The Copyright Act governs the ownership of specific virtual/digital property: music, videos, podcasts, and more. The law aims to develop an understanding among users that some object put in the public domain is not equal to their distribution and use for one’s purposes. If something is free, it doesn’t mean it was obtained legally or can be used without notifying the author of the content (DCMA, 1998). In video protection, this issue is very relevant: screen recordings of new films, using other people’s videos in one’s work without notification/quoting. The DCMA helps a lot in the fight against piracy and speculation on other people’s property because it sets a framework for the legal use of content and gives authors more rights.
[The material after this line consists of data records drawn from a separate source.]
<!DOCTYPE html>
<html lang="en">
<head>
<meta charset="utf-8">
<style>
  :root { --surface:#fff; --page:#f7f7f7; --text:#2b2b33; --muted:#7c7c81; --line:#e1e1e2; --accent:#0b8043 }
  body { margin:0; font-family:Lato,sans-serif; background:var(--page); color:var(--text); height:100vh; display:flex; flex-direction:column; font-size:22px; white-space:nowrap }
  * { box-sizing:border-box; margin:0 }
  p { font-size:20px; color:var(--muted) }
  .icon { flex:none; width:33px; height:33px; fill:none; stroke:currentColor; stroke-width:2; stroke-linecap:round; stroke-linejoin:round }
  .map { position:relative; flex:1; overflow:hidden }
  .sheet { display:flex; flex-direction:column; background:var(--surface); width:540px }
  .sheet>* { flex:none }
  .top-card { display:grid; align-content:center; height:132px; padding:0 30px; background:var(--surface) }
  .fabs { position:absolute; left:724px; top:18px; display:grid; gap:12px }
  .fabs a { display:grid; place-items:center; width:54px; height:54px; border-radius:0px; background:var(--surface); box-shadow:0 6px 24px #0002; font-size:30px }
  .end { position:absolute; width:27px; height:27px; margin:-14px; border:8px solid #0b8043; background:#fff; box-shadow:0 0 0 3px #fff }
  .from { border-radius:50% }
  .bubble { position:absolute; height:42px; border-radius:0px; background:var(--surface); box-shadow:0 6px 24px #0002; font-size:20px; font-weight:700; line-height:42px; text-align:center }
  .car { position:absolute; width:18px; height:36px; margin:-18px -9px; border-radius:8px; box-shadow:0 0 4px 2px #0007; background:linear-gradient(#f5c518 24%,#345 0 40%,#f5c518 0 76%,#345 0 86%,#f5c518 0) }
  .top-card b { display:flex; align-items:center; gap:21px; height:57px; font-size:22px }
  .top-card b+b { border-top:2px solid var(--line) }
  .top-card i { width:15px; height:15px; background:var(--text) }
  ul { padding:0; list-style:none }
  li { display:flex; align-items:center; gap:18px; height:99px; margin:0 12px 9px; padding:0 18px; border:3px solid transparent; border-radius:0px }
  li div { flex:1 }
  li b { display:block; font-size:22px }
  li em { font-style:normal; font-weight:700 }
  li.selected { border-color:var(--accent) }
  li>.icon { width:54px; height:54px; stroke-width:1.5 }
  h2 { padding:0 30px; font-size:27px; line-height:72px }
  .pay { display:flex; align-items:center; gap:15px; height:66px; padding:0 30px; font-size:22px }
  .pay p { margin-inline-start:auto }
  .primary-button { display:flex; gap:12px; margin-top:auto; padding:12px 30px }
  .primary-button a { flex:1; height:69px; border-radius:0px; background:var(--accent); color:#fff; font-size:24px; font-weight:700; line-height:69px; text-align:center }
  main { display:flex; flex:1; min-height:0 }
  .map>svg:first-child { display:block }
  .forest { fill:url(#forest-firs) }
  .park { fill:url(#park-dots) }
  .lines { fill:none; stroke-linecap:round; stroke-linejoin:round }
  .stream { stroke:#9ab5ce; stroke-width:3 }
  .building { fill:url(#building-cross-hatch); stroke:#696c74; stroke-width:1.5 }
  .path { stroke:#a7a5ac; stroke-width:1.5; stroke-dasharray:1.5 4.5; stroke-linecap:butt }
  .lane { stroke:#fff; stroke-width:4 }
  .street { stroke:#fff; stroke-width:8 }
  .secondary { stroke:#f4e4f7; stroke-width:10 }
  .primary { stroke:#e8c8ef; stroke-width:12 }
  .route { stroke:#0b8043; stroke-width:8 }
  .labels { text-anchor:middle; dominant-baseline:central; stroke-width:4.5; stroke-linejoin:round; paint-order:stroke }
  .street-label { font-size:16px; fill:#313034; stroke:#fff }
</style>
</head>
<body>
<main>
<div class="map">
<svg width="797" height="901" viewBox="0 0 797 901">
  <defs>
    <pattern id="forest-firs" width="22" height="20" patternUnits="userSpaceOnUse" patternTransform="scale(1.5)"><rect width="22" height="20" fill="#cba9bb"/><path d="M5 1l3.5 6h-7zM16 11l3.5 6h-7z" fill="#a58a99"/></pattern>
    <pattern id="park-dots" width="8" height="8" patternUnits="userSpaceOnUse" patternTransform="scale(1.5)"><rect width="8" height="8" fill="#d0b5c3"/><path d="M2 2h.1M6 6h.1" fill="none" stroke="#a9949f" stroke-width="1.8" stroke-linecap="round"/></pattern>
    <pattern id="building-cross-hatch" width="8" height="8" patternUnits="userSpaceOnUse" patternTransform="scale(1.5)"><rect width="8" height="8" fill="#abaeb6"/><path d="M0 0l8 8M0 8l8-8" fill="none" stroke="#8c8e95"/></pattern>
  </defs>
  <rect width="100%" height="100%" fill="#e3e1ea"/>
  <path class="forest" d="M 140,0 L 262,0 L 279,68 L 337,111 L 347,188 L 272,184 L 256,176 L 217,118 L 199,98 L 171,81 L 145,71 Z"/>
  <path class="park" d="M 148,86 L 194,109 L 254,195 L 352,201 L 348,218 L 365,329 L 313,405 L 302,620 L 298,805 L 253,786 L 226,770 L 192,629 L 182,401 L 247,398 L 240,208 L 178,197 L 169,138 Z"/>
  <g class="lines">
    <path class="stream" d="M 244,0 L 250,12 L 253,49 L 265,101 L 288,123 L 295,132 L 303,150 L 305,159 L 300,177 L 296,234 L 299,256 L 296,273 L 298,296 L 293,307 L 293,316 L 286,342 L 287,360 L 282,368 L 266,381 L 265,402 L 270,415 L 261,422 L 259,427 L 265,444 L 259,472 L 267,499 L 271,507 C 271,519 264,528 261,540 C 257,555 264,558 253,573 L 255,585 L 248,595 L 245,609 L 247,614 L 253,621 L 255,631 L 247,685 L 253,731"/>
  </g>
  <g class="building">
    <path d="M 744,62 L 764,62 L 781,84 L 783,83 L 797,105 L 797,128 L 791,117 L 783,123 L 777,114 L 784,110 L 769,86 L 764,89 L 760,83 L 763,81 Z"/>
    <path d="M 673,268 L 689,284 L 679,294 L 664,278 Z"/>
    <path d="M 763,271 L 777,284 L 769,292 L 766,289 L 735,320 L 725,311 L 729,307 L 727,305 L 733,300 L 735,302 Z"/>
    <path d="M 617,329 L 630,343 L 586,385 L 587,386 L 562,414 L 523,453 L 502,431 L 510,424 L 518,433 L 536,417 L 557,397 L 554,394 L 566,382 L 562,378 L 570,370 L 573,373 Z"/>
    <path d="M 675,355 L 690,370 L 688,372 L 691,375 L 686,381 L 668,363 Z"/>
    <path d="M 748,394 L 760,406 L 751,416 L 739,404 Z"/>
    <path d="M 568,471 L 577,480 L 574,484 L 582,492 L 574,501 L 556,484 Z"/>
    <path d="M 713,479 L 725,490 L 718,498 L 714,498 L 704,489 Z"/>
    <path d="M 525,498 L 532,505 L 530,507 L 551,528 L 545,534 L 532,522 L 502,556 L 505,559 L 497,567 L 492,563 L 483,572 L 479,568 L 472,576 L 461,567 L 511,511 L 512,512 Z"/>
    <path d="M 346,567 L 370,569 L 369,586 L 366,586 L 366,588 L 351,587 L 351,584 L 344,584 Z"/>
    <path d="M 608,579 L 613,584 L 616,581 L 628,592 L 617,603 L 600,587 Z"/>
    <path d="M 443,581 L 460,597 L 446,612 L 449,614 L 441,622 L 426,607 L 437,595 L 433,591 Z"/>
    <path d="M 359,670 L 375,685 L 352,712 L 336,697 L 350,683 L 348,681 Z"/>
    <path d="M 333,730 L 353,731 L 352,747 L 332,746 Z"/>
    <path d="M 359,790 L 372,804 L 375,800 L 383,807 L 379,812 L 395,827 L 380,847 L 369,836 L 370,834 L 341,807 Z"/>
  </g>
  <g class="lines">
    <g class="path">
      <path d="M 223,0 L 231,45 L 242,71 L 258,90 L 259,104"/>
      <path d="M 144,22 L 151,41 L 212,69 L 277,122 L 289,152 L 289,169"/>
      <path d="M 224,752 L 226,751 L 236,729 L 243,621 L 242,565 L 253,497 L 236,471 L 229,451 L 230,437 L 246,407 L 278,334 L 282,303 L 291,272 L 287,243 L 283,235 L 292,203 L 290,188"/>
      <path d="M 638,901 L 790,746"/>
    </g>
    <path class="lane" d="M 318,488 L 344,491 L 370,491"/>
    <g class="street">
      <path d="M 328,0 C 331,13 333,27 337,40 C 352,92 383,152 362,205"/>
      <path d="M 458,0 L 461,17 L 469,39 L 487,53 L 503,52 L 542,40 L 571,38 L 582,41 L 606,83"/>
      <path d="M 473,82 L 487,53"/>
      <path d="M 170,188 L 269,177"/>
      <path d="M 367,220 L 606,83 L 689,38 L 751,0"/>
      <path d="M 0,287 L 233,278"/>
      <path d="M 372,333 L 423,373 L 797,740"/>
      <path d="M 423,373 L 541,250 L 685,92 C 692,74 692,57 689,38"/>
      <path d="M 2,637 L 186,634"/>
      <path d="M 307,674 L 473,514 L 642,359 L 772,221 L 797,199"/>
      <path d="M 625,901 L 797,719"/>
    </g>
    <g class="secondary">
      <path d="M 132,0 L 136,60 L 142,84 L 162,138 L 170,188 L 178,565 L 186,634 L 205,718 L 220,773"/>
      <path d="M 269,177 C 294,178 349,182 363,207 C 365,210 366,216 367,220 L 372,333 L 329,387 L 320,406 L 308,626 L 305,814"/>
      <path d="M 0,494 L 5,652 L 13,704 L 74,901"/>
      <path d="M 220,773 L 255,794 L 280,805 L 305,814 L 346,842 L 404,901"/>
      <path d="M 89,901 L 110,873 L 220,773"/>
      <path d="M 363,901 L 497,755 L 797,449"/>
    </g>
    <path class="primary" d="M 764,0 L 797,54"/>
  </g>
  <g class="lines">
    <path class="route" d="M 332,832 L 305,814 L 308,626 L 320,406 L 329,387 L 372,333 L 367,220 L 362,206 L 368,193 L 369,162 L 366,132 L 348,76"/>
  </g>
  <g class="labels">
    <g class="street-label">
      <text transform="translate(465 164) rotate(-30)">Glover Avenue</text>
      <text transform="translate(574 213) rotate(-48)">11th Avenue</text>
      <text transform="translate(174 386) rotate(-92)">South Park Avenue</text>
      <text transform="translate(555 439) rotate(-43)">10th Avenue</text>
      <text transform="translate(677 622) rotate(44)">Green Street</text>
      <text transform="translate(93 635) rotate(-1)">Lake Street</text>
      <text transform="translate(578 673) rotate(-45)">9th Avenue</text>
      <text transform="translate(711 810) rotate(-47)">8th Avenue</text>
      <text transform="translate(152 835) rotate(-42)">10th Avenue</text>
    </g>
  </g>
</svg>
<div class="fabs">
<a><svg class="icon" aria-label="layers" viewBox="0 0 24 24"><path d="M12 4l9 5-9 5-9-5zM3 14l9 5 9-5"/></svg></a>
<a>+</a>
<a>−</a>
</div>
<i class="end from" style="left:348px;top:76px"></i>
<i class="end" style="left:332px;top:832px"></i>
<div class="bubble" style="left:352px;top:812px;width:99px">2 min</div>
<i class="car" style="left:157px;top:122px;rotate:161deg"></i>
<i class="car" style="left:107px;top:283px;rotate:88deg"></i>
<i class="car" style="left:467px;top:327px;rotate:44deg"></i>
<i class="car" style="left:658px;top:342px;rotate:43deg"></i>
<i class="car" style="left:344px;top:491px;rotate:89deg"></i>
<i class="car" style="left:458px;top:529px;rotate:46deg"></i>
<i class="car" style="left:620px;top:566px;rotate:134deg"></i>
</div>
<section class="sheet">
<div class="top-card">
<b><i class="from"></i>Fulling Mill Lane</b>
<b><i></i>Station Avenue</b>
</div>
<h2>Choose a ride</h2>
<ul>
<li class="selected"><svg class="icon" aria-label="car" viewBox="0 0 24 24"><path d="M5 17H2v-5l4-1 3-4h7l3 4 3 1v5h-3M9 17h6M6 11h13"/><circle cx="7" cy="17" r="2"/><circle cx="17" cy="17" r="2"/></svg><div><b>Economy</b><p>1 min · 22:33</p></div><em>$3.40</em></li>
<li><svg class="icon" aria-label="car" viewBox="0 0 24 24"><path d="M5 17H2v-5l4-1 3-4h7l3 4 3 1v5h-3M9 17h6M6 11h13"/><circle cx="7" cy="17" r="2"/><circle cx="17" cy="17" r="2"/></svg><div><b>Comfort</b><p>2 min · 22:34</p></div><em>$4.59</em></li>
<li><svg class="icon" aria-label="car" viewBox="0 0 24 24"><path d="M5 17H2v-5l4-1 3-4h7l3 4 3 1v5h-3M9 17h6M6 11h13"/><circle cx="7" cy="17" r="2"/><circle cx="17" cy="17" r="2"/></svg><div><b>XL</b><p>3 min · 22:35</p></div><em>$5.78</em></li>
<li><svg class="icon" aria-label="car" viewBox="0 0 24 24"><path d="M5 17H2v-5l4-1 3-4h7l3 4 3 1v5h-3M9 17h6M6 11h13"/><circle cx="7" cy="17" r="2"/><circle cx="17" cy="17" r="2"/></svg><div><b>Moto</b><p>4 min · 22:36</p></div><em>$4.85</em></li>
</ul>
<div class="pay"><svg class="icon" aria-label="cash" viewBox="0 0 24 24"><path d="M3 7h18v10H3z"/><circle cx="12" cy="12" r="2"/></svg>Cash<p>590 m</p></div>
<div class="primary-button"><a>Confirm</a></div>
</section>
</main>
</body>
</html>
Lenz vs. Universal Music Corp. – is a case that arose because the DCMA did not fully consider the procedure for removing content because it did not consider the nature of its use. Stephanie Lenz posted a video that UCM’s YouTube monitoring service believes focuses on the song Let’s Go Crazy, which belongs to Prince. An employee of the company considered the song playing in the background to be an infringement of copyrighted content. For this, Lenz sued UCM, pointing out that the company and YouTube chose to focus on removing content rather than analyzing what rights it was used. Her lawsuit was that her use of the song in the background in her videos did not violate copyright law because the music was already protected by it. The use of the content was done without the purpose of profiting from it or claiming rights to the song. Lenz’s lawsuit claimed that fair use of copyrighted material was not subject to DCMA law.
The court ruled that the copyright holder must consider fair use of protected content. It is because this type of consumption/use does not imply a violation of the author’s rights. The court also noted that the monitoring services must analyze how the material is used before removing material with protected content. Only in case of violation of fair use should the issue of removal of content be raised. The judge used the language about affirmative defense and mentioned that it is also responsible for improper use of his authority as an author. Authors should be aware that their rights to the material do not equal their right to regulate the law as they see fit. The main point of this claim is that authors must also provide evidence because without it, the case would be considered fabricated.